Daarnaast kan inwerkingtreding van het Rechtspraakverdrag voor Nederland ná de datum van inwerkingtreding van het Rechtspraakverdrag zelf, ook voor de publieke middelen financiële nadelen opleveren. Nederland zou dan immers niet meedelen in de opbrengsten uit instandhoudingstaksen voor Europese octrooien waarvoor eenheidswerking is geregistreerd voordat het Rechtspraakverdrag voor Nederland in werking is getreden.

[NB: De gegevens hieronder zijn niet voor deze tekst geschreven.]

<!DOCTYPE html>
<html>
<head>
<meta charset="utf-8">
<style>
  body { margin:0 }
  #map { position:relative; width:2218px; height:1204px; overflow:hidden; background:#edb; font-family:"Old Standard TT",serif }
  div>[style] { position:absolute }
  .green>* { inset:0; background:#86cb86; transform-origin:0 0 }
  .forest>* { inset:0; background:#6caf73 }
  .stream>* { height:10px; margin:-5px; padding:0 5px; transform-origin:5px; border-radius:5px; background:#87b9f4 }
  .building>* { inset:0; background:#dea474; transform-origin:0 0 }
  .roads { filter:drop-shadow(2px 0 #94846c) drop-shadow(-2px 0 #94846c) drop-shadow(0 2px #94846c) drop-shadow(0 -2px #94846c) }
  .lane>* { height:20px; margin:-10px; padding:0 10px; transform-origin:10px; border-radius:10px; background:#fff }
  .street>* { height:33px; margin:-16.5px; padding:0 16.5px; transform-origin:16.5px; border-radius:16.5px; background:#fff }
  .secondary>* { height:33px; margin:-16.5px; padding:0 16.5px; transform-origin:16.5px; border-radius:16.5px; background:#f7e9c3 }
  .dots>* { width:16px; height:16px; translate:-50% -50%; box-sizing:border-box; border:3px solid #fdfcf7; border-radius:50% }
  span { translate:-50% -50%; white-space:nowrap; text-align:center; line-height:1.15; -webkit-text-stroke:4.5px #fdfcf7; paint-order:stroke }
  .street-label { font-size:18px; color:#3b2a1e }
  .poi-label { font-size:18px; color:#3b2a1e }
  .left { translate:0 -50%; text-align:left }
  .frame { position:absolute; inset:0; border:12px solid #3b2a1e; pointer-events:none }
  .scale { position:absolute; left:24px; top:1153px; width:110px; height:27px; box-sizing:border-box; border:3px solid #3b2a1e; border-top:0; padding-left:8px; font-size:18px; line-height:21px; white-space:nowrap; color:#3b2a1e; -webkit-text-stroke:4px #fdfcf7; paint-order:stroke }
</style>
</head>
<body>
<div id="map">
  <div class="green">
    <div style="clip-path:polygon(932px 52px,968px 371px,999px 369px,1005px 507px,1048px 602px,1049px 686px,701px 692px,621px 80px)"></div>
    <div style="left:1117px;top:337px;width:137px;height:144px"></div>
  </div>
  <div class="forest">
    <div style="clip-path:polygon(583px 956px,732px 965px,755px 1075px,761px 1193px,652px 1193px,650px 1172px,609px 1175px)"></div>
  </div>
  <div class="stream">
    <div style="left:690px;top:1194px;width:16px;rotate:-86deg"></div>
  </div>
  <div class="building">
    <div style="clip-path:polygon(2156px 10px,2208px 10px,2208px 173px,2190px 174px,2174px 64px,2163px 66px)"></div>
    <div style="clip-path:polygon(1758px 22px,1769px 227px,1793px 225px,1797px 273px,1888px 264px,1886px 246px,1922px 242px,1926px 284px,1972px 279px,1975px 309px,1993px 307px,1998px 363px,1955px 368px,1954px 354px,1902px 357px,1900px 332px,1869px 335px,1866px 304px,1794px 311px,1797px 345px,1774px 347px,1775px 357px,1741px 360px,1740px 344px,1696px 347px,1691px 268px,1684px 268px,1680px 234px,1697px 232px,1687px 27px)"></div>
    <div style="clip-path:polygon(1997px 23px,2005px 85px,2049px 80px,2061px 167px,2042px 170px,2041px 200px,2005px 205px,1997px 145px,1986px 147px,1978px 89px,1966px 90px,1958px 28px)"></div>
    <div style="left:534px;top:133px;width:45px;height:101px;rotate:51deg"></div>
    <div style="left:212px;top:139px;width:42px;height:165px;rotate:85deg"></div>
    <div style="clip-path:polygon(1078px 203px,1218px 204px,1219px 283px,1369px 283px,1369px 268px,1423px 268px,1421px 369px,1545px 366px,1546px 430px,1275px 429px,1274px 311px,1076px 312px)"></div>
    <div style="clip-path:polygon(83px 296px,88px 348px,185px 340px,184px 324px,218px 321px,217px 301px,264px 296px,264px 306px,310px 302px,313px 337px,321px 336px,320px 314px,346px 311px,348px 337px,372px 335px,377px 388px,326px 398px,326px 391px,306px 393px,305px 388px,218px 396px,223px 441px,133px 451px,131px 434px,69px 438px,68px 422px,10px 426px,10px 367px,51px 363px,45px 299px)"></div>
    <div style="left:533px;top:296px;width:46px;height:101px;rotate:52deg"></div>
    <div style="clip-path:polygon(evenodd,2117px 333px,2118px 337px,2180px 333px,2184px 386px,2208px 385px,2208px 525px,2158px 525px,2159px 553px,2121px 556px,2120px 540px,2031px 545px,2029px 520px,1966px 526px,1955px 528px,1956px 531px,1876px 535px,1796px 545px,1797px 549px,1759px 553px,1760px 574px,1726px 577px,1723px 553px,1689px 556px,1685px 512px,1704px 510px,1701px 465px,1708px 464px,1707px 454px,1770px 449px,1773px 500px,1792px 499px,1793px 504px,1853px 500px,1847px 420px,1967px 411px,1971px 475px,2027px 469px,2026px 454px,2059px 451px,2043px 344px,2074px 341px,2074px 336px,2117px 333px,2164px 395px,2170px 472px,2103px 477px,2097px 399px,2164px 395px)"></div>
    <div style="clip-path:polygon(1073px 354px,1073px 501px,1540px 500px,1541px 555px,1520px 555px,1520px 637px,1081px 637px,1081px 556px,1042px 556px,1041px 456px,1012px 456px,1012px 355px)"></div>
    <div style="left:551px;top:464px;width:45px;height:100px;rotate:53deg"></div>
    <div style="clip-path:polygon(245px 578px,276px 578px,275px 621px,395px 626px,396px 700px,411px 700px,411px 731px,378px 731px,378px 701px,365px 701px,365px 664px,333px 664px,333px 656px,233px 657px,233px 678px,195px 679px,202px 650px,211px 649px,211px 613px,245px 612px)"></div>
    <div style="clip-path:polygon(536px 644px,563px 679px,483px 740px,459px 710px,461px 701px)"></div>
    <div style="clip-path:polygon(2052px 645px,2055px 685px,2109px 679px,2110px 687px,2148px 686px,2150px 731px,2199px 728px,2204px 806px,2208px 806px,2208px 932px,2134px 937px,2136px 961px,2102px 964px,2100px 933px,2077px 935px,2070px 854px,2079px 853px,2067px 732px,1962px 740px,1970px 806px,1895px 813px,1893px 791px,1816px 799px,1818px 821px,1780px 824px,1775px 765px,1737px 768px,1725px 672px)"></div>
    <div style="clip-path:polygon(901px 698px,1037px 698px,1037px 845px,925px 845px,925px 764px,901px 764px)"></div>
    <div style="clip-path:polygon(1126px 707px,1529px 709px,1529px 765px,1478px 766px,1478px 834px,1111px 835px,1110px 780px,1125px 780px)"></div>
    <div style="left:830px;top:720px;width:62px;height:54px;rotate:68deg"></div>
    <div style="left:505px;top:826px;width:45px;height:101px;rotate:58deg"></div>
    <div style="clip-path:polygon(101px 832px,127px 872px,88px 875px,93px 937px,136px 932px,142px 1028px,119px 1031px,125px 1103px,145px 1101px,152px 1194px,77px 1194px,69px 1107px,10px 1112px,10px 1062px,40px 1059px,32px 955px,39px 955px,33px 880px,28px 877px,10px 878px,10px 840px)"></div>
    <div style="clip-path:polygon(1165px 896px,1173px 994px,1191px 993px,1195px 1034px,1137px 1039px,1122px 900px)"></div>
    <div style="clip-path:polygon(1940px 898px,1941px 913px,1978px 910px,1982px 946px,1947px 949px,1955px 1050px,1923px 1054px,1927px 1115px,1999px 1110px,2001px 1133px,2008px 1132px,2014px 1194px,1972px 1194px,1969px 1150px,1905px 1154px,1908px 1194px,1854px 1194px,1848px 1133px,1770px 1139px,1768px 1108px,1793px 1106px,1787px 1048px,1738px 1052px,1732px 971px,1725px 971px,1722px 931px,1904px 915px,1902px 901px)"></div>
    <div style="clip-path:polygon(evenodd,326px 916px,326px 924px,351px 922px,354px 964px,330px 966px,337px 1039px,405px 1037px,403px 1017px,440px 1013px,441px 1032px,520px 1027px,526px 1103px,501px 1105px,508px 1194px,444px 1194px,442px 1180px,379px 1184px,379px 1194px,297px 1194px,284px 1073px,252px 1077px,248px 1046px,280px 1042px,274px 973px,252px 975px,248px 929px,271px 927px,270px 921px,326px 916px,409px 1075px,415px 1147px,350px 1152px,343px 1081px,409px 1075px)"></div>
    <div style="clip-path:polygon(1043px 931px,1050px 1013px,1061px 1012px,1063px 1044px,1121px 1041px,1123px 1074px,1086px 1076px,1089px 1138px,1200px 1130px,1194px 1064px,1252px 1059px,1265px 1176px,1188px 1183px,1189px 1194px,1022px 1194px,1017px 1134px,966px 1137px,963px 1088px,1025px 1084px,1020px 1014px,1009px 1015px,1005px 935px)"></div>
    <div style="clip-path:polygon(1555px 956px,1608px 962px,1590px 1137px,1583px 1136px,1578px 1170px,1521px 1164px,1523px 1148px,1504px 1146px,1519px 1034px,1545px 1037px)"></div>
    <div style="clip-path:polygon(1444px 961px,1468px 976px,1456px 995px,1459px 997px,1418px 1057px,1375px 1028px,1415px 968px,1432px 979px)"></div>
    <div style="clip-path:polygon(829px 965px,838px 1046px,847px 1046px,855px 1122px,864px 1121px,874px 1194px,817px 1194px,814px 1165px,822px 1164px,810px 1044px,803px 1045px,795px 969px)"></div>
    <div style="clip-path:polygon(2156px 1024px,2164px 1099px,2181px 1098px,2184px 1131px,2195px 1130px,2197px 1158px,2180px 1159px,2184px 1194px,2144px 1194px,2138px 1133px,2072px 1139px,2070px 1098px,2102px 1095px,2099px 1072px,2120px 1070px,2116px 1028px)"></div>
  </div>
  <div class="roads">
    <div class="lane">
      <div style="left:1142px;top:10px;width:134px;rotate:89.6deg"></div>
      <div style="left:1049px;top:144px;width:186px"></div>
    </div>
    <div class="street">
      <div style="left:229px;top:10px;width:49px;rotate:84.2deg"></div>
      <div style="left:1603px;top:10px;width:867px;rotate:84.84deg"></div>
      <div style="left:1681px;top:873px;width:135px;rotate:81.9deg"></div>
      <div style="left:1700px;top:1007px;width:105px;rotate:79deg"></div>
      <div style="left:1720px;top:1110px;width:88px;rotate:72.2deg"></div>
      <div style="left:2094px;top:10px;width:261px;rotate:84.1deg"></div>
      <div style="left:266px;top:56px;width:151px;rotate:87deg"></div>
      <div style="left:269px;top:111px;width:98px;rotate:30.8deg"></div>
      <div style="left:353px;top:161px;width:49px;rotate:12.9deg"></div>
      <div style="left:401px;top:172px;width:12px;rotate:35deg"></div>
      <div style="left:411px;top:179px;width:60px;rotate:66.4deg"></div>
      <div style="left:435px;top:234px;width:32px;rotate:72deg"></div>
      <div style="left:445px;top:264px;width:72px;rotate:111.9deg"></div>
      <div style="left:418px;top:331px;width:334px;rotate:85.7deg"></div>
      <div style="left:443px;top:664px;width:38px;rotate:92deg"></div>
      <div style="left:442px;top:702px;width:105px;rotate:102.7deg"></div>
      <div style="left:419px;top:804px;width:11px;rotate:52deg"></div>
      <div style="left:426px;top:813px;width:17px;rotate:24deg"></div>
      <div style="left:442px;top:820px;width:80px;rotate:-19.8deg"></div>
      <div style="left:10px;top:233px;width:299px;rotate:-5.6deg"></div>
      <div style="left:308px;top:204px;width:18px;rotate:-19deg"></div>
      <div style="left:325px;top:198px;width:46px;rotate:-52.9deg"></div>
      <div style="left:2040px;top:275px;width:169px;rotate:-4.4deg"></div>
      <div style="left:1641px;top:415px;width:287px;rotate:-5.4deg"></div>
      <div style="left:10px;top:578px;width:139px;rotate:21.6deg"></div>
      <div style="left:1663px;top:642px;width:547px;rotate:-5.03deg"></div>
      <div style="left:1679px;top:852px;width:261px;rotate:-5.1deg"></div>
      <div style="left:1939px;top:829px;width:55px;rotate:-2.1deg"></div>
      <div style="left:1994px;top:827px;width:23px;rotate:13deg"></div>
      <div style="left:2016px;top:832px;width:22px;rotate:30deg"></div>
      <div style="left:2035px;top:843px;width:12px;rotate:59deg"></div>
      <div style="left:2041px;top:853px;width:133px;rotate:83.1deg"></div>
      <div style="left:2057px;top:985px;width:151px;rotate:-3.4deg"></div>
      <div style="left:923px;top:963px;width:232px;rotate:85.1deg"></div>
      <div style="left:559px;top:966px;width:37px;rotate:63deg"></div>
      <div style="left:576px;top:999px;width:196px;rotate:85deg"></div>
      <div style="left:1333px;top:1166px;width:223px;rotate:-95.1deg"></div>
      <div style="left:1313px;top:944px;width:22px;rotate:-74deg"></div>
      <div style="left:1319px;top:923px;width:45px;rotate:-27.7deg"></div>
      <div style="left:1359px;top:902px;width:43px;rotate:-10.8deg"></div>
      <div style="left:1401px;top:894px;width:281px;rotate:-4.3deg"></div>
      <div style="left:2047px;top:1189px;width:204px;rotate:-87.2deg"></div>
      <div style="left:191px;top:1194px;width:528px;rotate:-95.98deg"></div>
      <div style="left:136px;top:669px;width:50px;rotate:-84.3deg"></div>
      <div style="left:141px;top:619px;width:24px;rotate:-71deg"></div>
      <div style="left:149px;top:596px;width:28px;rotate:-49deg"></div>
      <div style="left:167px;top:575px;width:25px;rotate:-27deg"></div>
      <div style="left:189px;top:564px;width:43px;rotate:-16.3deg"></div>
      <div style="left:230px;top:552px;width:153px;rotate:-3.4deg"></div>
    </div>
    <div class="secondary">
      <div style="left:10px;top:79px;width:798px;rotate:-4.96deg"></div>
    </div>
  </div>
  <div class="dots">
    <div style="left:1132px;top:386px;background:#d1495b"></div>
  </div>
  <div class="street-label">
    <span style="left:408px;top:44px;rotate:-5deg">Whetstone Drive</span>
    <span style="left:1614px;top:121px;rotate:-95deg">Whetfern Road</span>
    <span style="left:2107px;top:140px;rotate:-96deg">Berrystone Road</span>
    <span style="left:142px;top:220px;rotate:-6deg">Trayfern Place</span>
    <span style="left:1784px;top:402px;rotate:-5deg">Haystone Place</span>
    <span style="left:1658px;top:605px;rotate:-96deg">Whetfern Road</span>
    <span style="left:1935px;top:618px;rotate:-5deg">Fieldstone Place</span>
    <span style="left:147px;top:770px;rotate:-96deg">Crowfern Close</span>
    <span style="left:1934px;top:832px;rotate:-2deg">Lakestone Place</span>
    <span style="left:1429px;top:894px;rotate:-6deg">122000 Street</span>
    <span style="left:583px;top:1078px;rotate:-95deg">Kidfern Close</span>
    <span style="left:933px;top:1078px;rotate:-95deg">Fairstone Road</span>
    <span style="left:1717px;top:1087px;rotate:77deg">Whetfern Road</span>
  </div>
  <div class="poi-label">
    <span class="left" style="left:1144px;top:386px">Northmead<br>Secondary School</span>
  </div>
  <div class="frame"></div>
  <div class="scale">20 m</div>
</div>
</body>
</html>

Zoals hierboven aangegeven, is toepassing van artikel 12 Wrr ook noodzakelijk in verband met de gedeeltelijke voorlopige toepassing van het Rechtspraakverdrag. Het van start gaan van de voorlopige toepassing van een aantal bepalingen van het Rechtspraakverdrag is afhankelijk van twee factoren. Ten eerste zal het Voorbereidend Comité, dat is belast met het treffen van voorbereidingen voor de oprichting van het EOG zijn werkzaamheden zo veel mogelijk moeten hebben afgerond. Voorzien is dat dit medio 2016 het geval zal zijn. Ten tweede moet een voldoende aantal overeenkomstsluitende lidstaten hebben ingestemd met de voorlopige toepassing.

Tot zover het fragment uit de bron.